“Brandywine Banks” is a family history blog and website created to share information with family, friends and other individuals researching the descendants of Daniel Toy who came to this country in 1819. “Brandywine Banks” was just one of the many names given to the community that grew up just outside of the lower Hagley gates of the Eleutherian Powder Mills where the Toy family lived for several generations. Over the years, this community was also known as “Henry Clay Village”, “Rising Sun” and “DuPont Banks”.
I created this site to achieve a few things:
- I believe the act of narration helps anyone be more precise about their genealogical conclusions and crystalize what they believe they know. Nanticoke River Roots gives me a reason to take some of the information I’ve collected about people, places, events and dates and turn then into written narratives.
- Selfishly, I need some help! I have only a few oral histories handed down to me along with a handful of photographs and other artifacts. But I know there are others just like me who have collected history, photographs and artifacts that will complement mine. I hope that this blog will ‘beat the bushes’ an provide a way to collaborate with other family historians.
- Not everyone in my family shares my passion for this research. For those that do, this site provides a way to share what I discover with family members without needing to wait for a family party or reunion to do so. For the youngest members of the family (and those yet to come), I’m leaving a record to make their future research a bit easier.

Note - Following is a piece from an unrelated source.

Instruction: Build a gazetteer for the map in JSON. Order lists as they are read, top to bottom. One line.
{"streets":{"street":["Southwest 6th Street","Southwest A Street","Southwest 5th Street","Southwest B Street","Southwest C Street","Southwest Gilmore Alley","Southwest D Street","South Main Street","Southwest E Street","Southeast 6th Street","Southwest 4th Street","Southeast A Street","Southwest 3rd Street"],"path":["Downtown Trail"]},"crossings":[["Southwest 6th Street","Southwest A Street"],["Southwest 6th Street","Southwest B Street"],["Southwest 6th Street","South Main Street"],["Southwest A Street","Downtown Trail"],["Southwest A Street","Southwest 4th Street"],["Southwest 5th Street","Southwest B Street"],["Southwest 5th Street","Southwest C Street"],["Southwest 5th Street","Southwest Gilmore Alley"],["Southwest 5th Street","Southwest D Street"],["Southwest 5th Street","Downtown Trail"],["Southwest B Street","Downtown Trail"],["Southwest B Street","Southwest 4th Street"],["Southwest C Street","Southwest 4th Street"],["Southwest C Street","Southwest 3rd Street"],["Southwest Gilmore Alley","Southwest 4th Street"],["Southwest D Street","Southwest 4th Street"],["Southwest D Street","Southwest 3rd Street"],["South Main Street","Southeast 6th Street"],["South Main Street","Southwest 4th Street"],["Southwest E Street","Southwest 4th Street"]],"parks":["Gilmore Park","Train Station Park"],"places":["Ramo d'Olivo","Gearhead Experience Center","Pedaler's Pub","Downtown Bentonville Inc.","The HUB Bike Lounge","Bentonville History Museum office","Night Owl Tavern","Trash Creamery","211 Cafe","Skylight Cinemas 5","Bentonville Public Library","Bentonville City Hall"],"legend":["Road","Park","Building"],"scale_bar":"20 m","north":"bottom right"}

- Through research and information provided by people who have helped me along the way, I’ve discovered a number of resources, tips and tricks specific to researching a family history in Delaware. This site provides a single place to document and link to the resources that I’ve found most useful.
I’m a Delaware native who has never left the state. I have worked as a systems analyst for almost thirty years but am a complete amateur when it comes to genealogy research. However, I try to apply the same focus, structure, and precision in the documentation of family histories that I do in the design of complex information systems.